Grâce à la campagne menée depuis dix ans par les géants du web sur la valeur des données, les gouvernements et entreprises prennent désormais pleinement conscience de cette valeur. Ils rejettent de plus en plus fortement le modèle de propriété des données imposé par les plateformes centralisées. Demandez à un gouvernement d’un pays en développement s’il accepte encore que ses données de paiement et financières soient gérées par un géant étranger. Interrogez une entreprise ayant une certaine taille et une conscience de la souveraineté des données : laquelle accepterait encore de livrer ses données à une plateforme centralisée ? Au cours de l’année écoulée, mes échanges avec des responsables gouvernementaux et des PME de plusieurs pays m’ont convaincu que la demande pour une identité autonome, des données autonomes, des relations sociales autonomes, des actifs autonomes et des droits autonomes est désormais pleinement éveillée. Cette tendance est irréversible et deviendra un consensus universel dans les années à venir.
Les mentalités ont changé, les idées ont changé. Une fois lancé, ce mouvement n’a pas de retour en arrière. C’est cette idée-force qui guide aujourd’hui l’innovation fintech.

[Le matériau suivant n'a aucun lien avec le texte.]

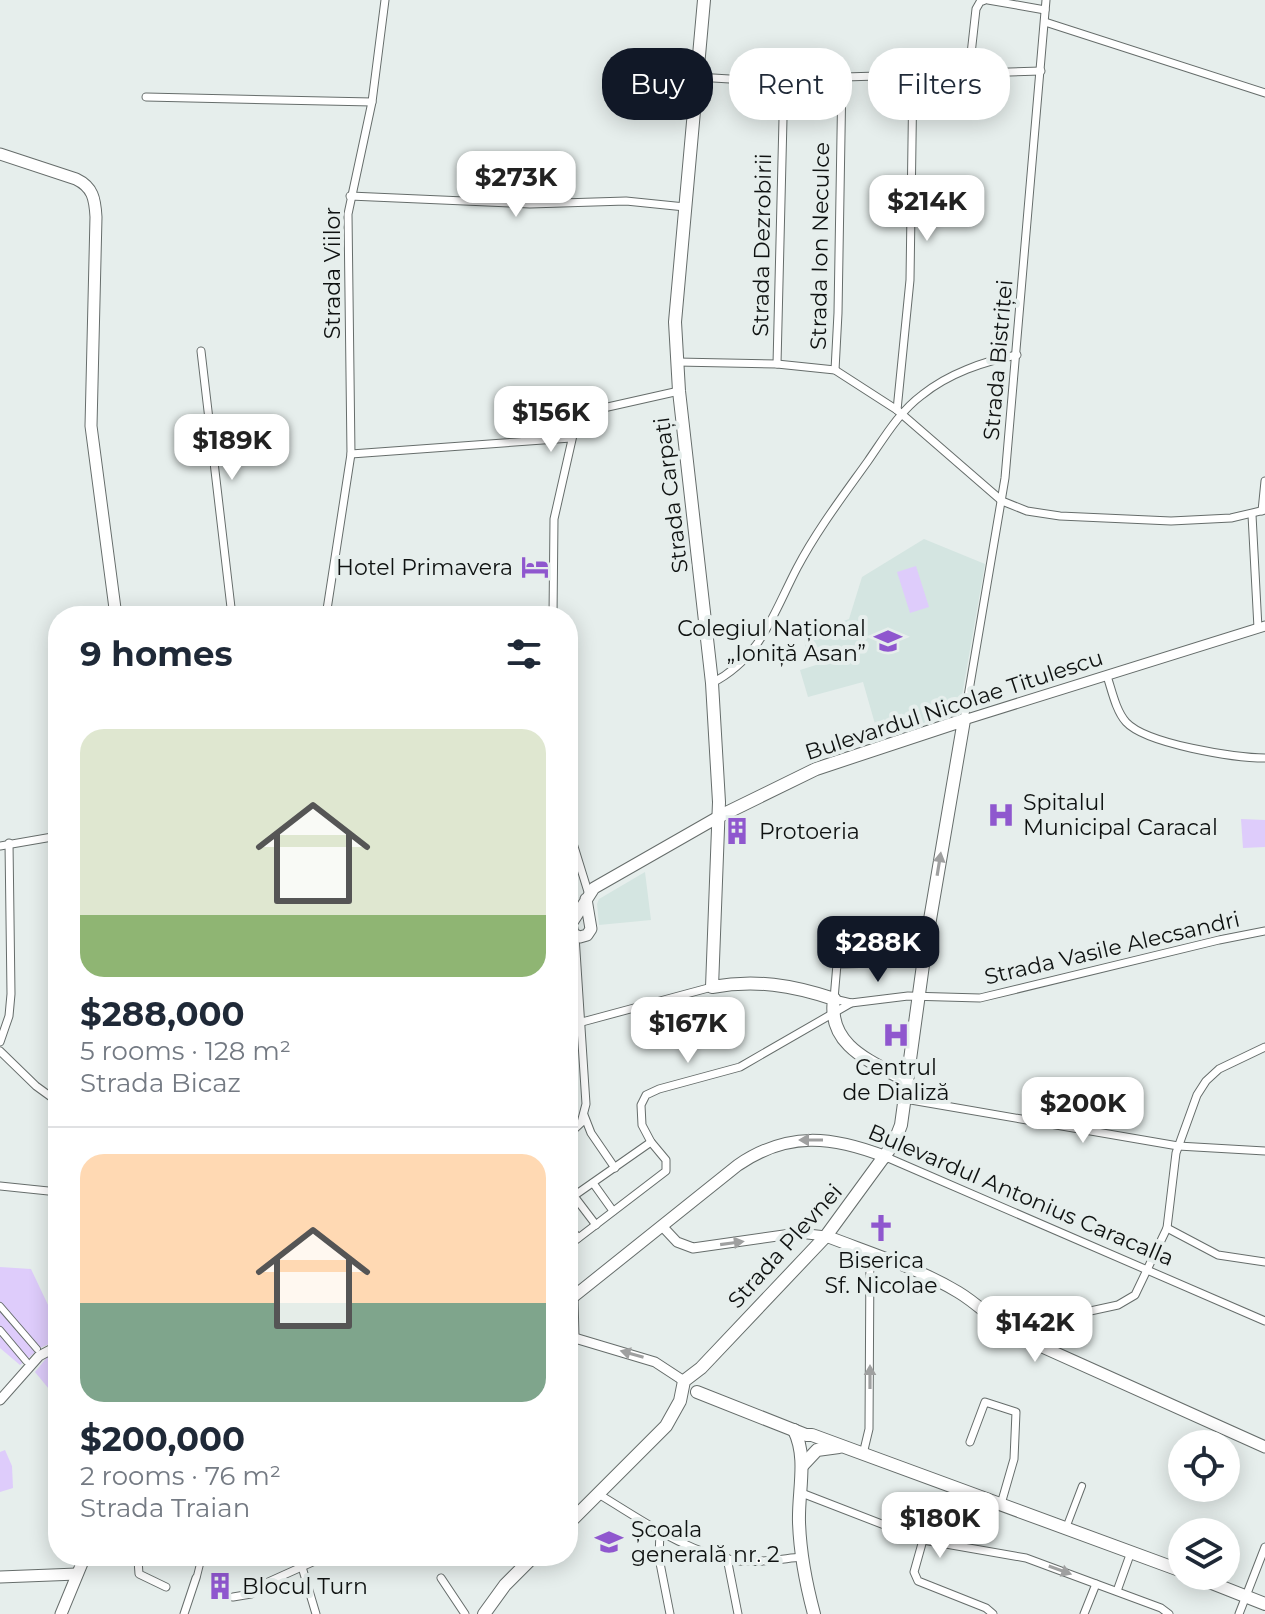 <!DOCTYPE html>
<html lang="en">
<head>
<meta charset="utf-8">
<style>
  body { margin:0; font-family:Montserrat,sans-serif; background:#f6f6f7; color:#1f2937; height:100vh; display:flex; flex-direction:column; font-size:30px; white-space:nowrap }
  * { box-sizing:border-box; margin:0 }
  p { font-size:26px; color:#747a83 }
  .icon { flex:none; width:44px; height:44px; fill:none; stroke:currentColor; stroke-width:2; stroke-linecap:round; stroke-linejoin:round }
  .map { position:relative; flex:1; overflow:hidden }
  .details { position:absolute; left:48px; top:606px; width:530px; height:960px; display:flex; flex-direction:column; background:#fff; border-radius:32px; box-shadow:0 4px 20px #0003 }
  .details>* { flex:none }
  .guide { position:absolute; left:602px; top:48px; width:542px; height:72px; display:flex; gap:16px }
  .buttons { position:absolute; left:1168px; top:1430px; display:grid; gap:16px }
  .buttons a { display:grid; place-items:center; width:72px; height:72px; border-radius:50%; background:#fff; box-shadow:0 4px 20px #0003; font-size:40px }
  .price { position:absolute; translate:-50% -68px; padding:0 18px; border-radius:16px; background:#fff; color:#222; font-size:26px; line-height:52px; filter:drop-shadow(0 2px 4px #0008) }
  .price::after { content:''; position:absolute; left:50%; top:48px; width:24px; height:18px; margin-left:-12px; background:inherit; clip-path:polygon(0 0,100% 0,50% 100%) }
  .price.on { background:#111827; color:#fff }
  ul { padding:0; list-style:none }
  li { display:grid; align-content:center; gap:16px; height:424px; padding:0 32px }
  li+li { border-top:2px solid #e0e1e3 }
  li span { display:grid; place-items:center; height:248px; border-radius:24px; color:#555 }
  li>.icon { margin-inline-start:auto }
  span .icon { width:144px; height:144px; fill:#fffc; stroke-width:1 }
  li b { font-size:34px }
  h2 { display:flex; justify-content:space-between; align-items:center; height:96px; padding:0 32px; font-size:34px }
  .tag { padding:0 28px; border-radius:32px; background:#fff; box-shadow:0 4px 20px #0003; font-size:28px; line-height:72px }
  .tag.on { background:#111827; color:#fff }
  .map>svg:first-child { display:block }
</style>
</head>
<body>
<div class="map">
<svg width="1265" height="1614" viewBox="0 0 1265 1614">
  <rect width="100%" height="100%" fill="#e6eeec"/>
  <g fill="#d4e5e1">
    <path d="M924,539L985,564L961,701L947,715L879,738L863,682L808,697L800,670L832,660L827,646L807,653L803,636L849,619L862,577Z"/>
    <path d="M645,872L651,920L599,925L597,904L599,899Z"/>
  </g>
  <g fill="#deccfb">
    <path d="M916,566L929,607L910,613L897,572Z"/>
    <path d="M1241,819L1265,820V847L1243,848Z"/>
    <path d="M0,1267L31,1269L58,1326V1340L40,1348L20,1365L0,1348Z"/>
    <path d="M58,1353V1400L35,1372L48,1356Z"/>
    <path d="M5,1450L12,1466L13,1488L0,1492V1452Z"/>
  </g>
  <g fill="none" stroke-linecap="round" stroke-linejoin="round">
    <g stroke="#666d6b" stroke-width="8">
      <g id="pedestrian">
        <path d="M0,1306L37,1349"/>
        <path d="M0,1330L26,1361"/>
        <path d="M1066,1528L1082,1486"/>
        <path d="M197,1576L202,1556"/>
      </g>
    </g>
    <g stroke="#666d6b" stroke-width="9">
      <g id="minor">
        <path d="M988,0L1045,10"/>
        <path d="M1045,22L1265,93"/>
        <path d="M969,72L976,9L980,2L985,0"/>
        <path d="M697,77L746,80L1041,71"/>
        <path d="M146,97L372,102"/>
        <path d="M350,196L530,204L626,201L685,207"/>
        <path d="M201,351L232,616"/>
        <path d="M677,362L777,364L835,370L897,410L1002,501L1027,511L1060,516L1171,521L1231,518L1265,510"/>
        <path d="M777,364L784,78"/>
        <path d="M835,370L838,313L842,76"/>
        <path d="M897,410L910,280L913,73"/>
        <path d="M351,454L571,438"/>
        <path d="M1262,511L1265,481"/>
        <path d="M1252,515L1258,628"/>
        <path d="M291,616L311,612H326"/>
        <path d="M326,616L351,454L348,214L372,102L385,0"/>
        <path d="M553,616L554,519L576,422L582,415L590,411L679,391"/>
        <path d="M1107,676C1112,691 1116,711 1126,722C1146,744 1235,758 1265,758"/>
        <path d="M712,683C761,658 773,614 797,568C817,530 843,496 868,461C884,438 899,412 922,395C948,374 984,361 1017,355"/>
        <path d="M964,720L1005,478L1046,0"/>
        <path d="M568,827L589,895"/>
        <path d="M0,846L58,836"/>
        <path d="M926,943H901C885,968 863,963 837,964L834,999L851,1003L908,996L980,998L1219,940L1265,931"/>
        <path d="M582,1022L712,987"/>
        <path d="M0,1042L9,1016L11,994L9,843"/>
        <path d="M0,1051L36,1086L58,1102"/>
        <path d="M905,1099L1178,1146L1265,1151"/>
        <path d="M584,1115L591,1133L615,1168"/>
        <path d="M568,1135L581,1123L586,1104L575,936"/>
        <path d="M886,1157L1265,1321"/>
        <path d="M593,1183L613,1211"/>
        <path d="M0,1186L58,1192"/>
        <path d="M574,1196L596,1225"/>
        <path d="M568,1200L651,1142"/>
        <path d="M568,1225L578,1238"/>
        <path d="M1167,1228L1218,1255L1265,1262"/>
        <path d="M568,1246L666,1171V1160L651,1142L642,1125L641,1105L646,1095L659,1089L740,1067L851,1003"/>
        <path d="M574,1297L575,1337"/>
        <path d="M1007,1329L1118,1305L1135,1295L1167,1228L1176,1153L1197,1095L1206,1081L1219,1069L1265,1047"/>
        <path d="M970,1442L985,1402L1016,1412L1014,1459L1001,1504"/>
        <path d="M863,1454L869,1429L870,1253"/>
        <path d="M799,1492L923,1540L1026,1558L1161,1608L1169,1614"/>
        <path d="M600,1495C642,1520 688,1554 739,1561C760,1563 781,1559 801,1557"/>
        <path d="M660,1531L659,1558L670,1614"/>
        <path d="M923,1540L914,1572L918,1581L986,1608L993,1614"/>
        <path d="M135,1556L138,1560L139,1574L166,1587"/>
        <path d="M426,1556L430,1561"/>
        <path d="M727,1558L738,1614"/>
        <path d="M302,1567L316,1614"/>
        <path d="M441,1578L465,1614"/>
        <path d="M1117,1591L1131,1552"/>
        <path d="M233,1597L251,1594L266,1583L326,1556"/>
        <path d="M184,1614L196,1578"/>
        <path d="M1084,1614L1096,1584"/>
        <path d="M1239,1614L1265,1547"/>
      </g>
    </g>
    <g stroke="#666d6b" stroke-width="11">
      <g id="tertiary">
        <path d="M964,720L1265,626"/>
        <path d="M662,1226L677,1242L693,1248L798,1233L826,1236"/>
        <path d="M568,1336L655,1362L684,1381"/>
        <path d="M0,1400L39,1356L58,1346"/>
      </g>
    </g>
    <g stroke="#666d6b" stroke-width="13">
      <g id="secondary">
        <path d="M0,154L76,179C93,187 95,199 96,217L91,426L116,616"/>
        <path d="M586,899L591,929L587,935L580,937L573,934L571,924L594,888L720,816"/>
        <path d="M826,1236C870,1253 918,1268 958,1292C980,1305 996,1324 1018,1336L1265,1447"/>
        <path d="M568,1301L738,1165C788,1131 832,1136 886,1157"/>
        <path d="M0,1577L77,1574"/>
        <path d="M61,1614L85,1556"/>
      </g>
    </g>
    <g stroke="#666d6b" stroke-width="14">
      <g id="primary">
        <path d="M704,0L675,322L679,391L712,683L719,802L712,987C755,979 792,985 834,999C827,1047 873,1062 907,1081"/>
        <path d="M697,1392L806,1435H812L1182,1571"/>
        <path d="M794,1430C808,1458 798,1491 799,1522C800,1553 806,1584 814,1614"/>
        <path d="M802,1466L817,1450L839,1447"/>
        <path d="M568,1524L666,1426L680,1401L684,1381L701,1368L826,1236L894,1143L901,1125L926,943L964,720L816,769L720,816"/>
        <path d="M1194,1576L1265,1604"/>
        <path d="M484,1614L505,1585L534,1556"/>
      </g>
    </g>
    <use href="#pedestrian" stroke="#fff" stroke-width="6"/>
    <use href="#minor" stroke="#fff" stroke-width="7"/>
    <use href="#tertiary" stroke="#fff" stroke-width="9"/>
    <use href="#secondary" stroke="#fff" stroke-width="11"/>
    <use href="#primary" stroke="#fff" stroke-width="12"/>
  </g>
  <defs><path id="oneway-solid" d="M-6-.8H1V-3.2L6.5 0L1 3.2V.8H-6Z" transform="scale(2)"/></defs>
  <g fill="#9fa0a0">
    <use href="#oneway-solid" transform="translate(939 864) rotate(-81)"/>
    <use href="#oneway-solid" transform="translate(811 1140) rotate(180)"/>
    <use href="#oneway-solid" transform="translate(732 1243) rotate(-8)"/>
    <use href="#oneway-solid" transform="translate(632 1354) rotate(-164)"/>
    <use href="#oneway-solid" transform="translate(870 1377) rotate(-90)"/>
    <use href="#oneway-solid" transform="translate(1060 1570) rotate(20)"/>
  </g>
  <defs>
    <g id="hotel-bare" transform="scale(2.16)"><path d="M-6-4.5h1.5V1H6V5H4.5V3h-9V5H-6ZM-4 0a1.8 1.8 0 1 1 3.6 0ZM.5 0V-2.5h3Q6-2.5 6 0Z" fill="#8f57ce" stroke="#e6eeec" stroke-width="2.5" paint-order="stroke"/></g>
    <g id="school-bare" transform="scale(2.16)"><path d="M0-5L7-2L0 1L-7-2ZM-4 1L0 2.5L4 1V4Q0 6-4 4Z" fill="#8f57ce" stroke="#e6eeec" stroke-width="2.5" paint-order="stroke"/></g>
    <g id="hospital-bare" transform="scale(2.16)"><path d="M-5-5h3v3.5h4V-5h3V5h-3V1.5h-4V5h-3Z" fill="#8f57ce" stroke="#e6eeec" stroke-width="2.5" paint-order="stroke"/></g>
    <g id="building-bare" transform="scale(2.16)"><path d="M-4-6H4V6H1V3H-1V6H-4ZM-2.5-4.3h1.7v1.8h-1.7ZM.8-4.3h1.7v1.8H.8ZM-2.5-1h1.7V.8h-1.7ZM.8-1h1.7V.8H.8Z" fill="#8f57ce" stroke="#e6eeec" stroke-width="2.5" paint-order="stroke"/></g>
    <g id="church-bare" transform="scale(2.16)"><path d="M-1.2-6h2.4v3.5h3.3v2.4h-3.3V6h-2.4V-.1h-3.3v-2.4h3.3Z" fill="#8f57ce" stroke="#e6eeec" stroke-width="2.5" paint-order="stroke"/></g>
  </defs>
  <g fill-rule="evenodd">
    <use href="#hotel-bare" x="535" y="567"/>
    <use href="#school-bare" x="888" y="641"/>
    <use href="#hospital-bare" x="1001" y="815"/>
    <use href="#building-bare" x="737" y="831"/>
    <use href="#hospital-bare" x="896" y="1035"/>
    <use href="#church-bare" x="881" y="1228"/>
    <use href="#school-bare" x="609" y="1542"/>
    <use href="#building-bare" x="220" y="1586"/>
  </g>
  <g text-anchor="middle" dominant-baseline="central" stroke-width="8" stroke-linejoin="round" paint-order="stroke">
    <g font-size="22" fill="#0f1211" stroke="#e6eeec">
      <text transform="translate(762 245) rotate(-89)">Strada Dezrobirii</text>
      <text transform="translate(820 246) rotate(-89)">Strada Ion Neculce</text>
      <text transform="translate(332 273) rotate(-90)">Strada Viilor</text>
      <text transform="translate(998 360) rotate(-85)">Strada Bistriței</text>
      <text transform="translate(671 495) rotate(-97)">Strada Carpați</text>
      <text transform="translate(954 705) rotate(-18)">Bulevardul Nicolae Titulescu</text>
      <text transform="translate(1112 948) rotate(-13)">Strada Vasile Alecsandri</text>
      <text transform="translate(1021 1195) rotate(23)">Bulevardul Antonius Caracalla</text>
      <text transform="translate(785 1246) rotate(-48)">Strada Plevnei</text>
    </g>
    <g font-size="22" fill="#0f1211" stroke="#e6eeec" text-anchor="start">
      <text x="513" y="567" text-anchor="end">Hotel Primavera</text>
      <text x="866" y="628" text-anchor="end">Colegiul Național<tspan x="866" dy="25">„Ioniță Asan”</tspan></text>
      <text x="1023" y="802">Spitalul<tspan x="1023" dy="25">Municipal Caracal</tspan></text>
      <text x="759" y="831">Protoeria</text>
      <text x="896" y="1067" text-anchor="middle">Centrul<tspan x="896" dy="25">de Dializă</tspan></text>
      <text x="881" y="1260" text-anchor="middle">Biserica<tspan x="881" dy="25">Sf. Nicolae</tspan></text>
      <text x="631" y="1529">Școala<tspan x="631" dy="25">generală nr. 2</tspan></text>
      <text x="242" y="1586">Blocul Turn</text>
    </g>
  </g>
</svg>
<div class="buttons">
<a><svg class="icon" aria-label="locate" viewBox="0 0 24 24"><circle cx="12" cy="12" r="6"/><path d="M12 2v4M12 18v4M2 12h4M18 12h4"/></svg></a>
<a><svg class="icon" aria-label="layers" viewBox="0 0 24 24"><path d="M12 4l9 5-9 5-9-5zM3 14l9 5 9-5"/></svg></a>
</div>
<b class="price" style="left:516px;top:219px">$273K</b>
<b class="price" style="left:927px;top:243px">$214K</b>
<b class="price" style="left:551px;top:454px">$156K</b>
<b class="price" style="left:232px;top:482px">$189K</b>
<b class="price on" style="left:878px;top:984px">$288K</b>
<b class="price" style="left:688px;top:1065px">$167K</b>
<b class="price" style="left:1083px;top:1145px">$200K</b>
<b class="price" style="left:1035px;top:1364px">$142K</b>
<b class="price" style="left:940px;top:1560px">$180K</b>
<div class="guide">
<a class="tag on">Buy</a>
<a class="tag">Rent</a>
<a class="tag">Filters</a>
</div>
<section class="details">
<h2>9 homes<svg class="icon" aria-label="filters" viewBox="0 0 24 24"><path d="M4 7h16M4 17h16"/><circle cx="9" cy="7" r="2"/><circle cx="15" cy="17" r="2"/></svg></h2>
<ul>
<li><span style="background:linear-gradient(#dfe7d0 75%,#8fb573 0)"><svg class="icon" aria-label="home" viewBox="0 0 24 24"><path d="M3 11l9-7 9 7M6 9v11h12V9"/></svg></span><div><b>$288,000</b><p>5 rooms · 128 m²</p><p>Strada Bicaz</p></div></li>
<li><span style="background:linear-gradient(#ffd9b3 60%,#7fa58c 0)"><svg class="icon" aria-label="home" viewBox="0 0 24 24"><path d="M3 11l9-7 9 7M6 9v11h12V9"/></svg></span><div><b>$200,000</b><p>2 rooms · 76 m²</p><p>Strada Traian</p></div></li>
</ul>
</section>
</div>
</body>
</html>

Le Web3 offre désormais une alternative. Le seul mot-clé du Web3 est « autonomie », rien d’autre. Cela inclut l’identité autonome, le compte autonome, les relations sociales autonomes, les contenus autonomes, les données autonomes, les actifs autonomes. Ce ne sont pas des concepts vagues, mais un nouveau cadre de droits et de transactions numériques, un nouvel ordre, un nouveau processus qui transforme directement la manière dont les utilisateurs interagissent avec Internet et les produits fintech. Sous l’impulsion de cette philosophie, l’innovation fintech ne peut que s’orienter vers le Web3. Aucune autre direction n’est envisageable. Dans quelques années, une fois qu’ils auront goûté à l’autonomie numérique du Web3 via certains produits fintech, les utilisateurs ne voudront plus jamais revenir au monde du Web2 — même sous la menace d’un fouet.